Write out the listing in full, matching it word for word.

+++

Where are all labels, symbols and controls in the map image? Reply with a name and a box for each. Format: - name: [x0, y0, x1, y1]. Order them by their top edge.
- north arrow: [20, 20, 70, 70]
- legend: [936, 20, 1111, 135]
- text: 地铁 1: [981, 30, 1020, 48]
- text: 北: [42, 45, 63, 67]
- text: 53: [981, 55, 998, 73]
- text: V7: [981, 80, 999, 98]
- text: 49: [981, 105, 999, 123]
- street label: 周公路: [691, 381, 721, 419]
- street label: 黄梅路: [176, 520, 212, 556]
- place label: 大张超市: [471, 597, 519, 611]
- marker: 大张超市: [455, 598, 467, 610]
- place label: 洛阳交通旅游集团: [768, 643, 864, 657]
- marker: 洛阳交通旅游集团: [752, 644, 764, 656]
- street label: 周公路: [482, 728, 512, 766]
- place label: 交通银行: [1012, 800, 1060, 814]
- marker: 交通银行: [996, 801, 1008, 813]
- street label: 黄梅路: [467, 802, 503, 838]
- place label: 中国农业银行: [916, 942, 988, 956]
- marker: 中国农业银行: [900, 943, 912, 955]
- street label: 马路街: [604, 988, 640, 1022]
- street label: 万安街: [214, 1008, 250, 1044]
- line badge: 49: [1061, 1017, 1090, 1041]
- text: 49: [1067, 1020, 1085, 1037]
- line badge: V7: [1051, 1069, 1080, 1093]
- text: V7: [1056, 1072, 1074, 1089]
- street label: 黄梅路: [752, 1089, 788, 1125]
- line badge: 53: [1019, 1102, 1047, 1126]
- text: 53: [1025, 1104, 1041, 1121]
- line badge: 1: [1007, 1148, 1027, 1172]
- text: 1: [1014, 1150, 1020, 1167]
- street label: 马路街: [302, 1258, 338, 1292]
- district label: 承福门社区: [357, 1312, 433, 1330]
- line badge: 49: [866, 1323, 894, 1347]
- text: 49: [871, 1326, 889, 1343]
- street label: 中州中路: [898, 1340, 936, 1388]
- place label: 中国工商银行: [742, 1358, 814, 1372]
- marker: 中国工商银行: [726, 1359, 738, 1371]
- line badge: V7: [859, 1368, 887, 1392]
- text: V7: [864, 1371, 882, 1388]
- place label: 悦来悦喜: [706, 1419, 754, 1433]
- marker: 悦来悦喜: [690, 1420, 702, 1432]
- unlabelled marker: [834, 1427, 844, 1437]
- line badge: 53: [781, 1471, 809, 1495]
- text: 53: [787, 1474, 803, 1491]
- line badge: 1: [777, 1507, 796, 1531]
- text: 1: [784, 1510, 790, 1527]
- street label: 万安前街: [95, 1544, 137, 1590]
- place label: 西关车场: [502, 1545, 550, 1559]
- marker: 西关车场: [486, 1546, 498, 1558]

+++

▸ **RESPONSE TO THIS EXERCISE**
Where are all labels, symbols and controls in the map image? Reply with a name and a box for each. Format: - name: [x0, y0, x1, y1]. Order them by their top edge.
- north arrow: [20, 20, 70, 70]
- legend: [936, 20, 1111, 135]
- text: 地铁 1: [981, 30, 1020, 48]
- text: 北: [42, 45, 63, 67]
- text: 53: [981, 55, 998, 73]
- text: V7: [981, 80, 999, 98]
- text: 49: [981, 105, 999, 123]
- street label: 周公路: [691, 381, 721, 419]
- street label: 黄梅路: [176, 520, 212, 556]
- place label: 大张超市: [471, 597, 519, 611]
- marker: 大张超市: [455, 598, 467, 610]
- place label: 洛阳交通旅游集团: [768, 643, 864, 657]
- marker: 洛阳交通旅游集团: [752, 644, 764, 656]
- street label: 周公路: [482, 728, 512, 766]
- place label: 交通银行: [1012, 800, 1060, 814]
- marker: 交通银行: [996, 801, 1008, 813]
- street label: 黄梅路: [467, 802, 503, 838]
- place label: 中国农业银行: [916, 942, 988, 956]
- marker: 中国农业银行: [900, 943, 912, 955]
- street label: 马路街: [604, 988, 640, 1022]
- street label: 万安街: [214, 1008, 250, 1044]
- line badge: 49: [1061, 1017, 1090, 1041]
- text: 49: [1067, 1020, 1085, 1037]
- line badge: V7: [1051, 1069, 1080, 1093]
- text: V7: [1056, 1072, 1074, 1089]
- street label: 黄梅路: [752, 1089, 788, 1125]
- line badge: 53: [1019, 1102, 1047, 1126]
- text: 53: [1025, 1104, 1041, 1121]
- line badge: 1: [1007, 1148, 1027, 1172]
- text: 1: [1014, 1150, 1020, 1167]
- street label: 马路街: [302, 1258, 338, 1292]
- district label: 承福门社区: [357, 1312, 433, 1330]
- line badge: 49: [866, 1323, 894, 1347]
- text: 49: [871, 1326, 889, 1343]
- street label: 中州中路: [898, 1340, 936, 1388]
- place label: 中国工商银行: [742, 1358, 814, 1372]
- marker: 中国工商银行: [726, 1359, 738, 1371]
- line badge: V7: [859, 1368, 887, 1392]
- text: V7: [864, 1371, 882, 1388]
- place label: 悦来悦喜: [706, 1419, 754, 1433]
- marker: 悦来悦喜: [690, 1420, 702, 1432]
- unlabelled marker: [834, 1427, 844, 1437]
- line badge: 53: [781, 1471, 809, 1495]
- text: 53: [787, 1474, 803, 1491]
- line badge: 1: [777, 1507, 796, 1531]
- text: 1: [784, 1510, 790, 1527]
- street label: 万安前街: [95, 1544, 137, 1590]
- place label: 西关车场: [502, 1545, 550, 1559]
- marker: 西关车场: [486, 1546, 498, 1558]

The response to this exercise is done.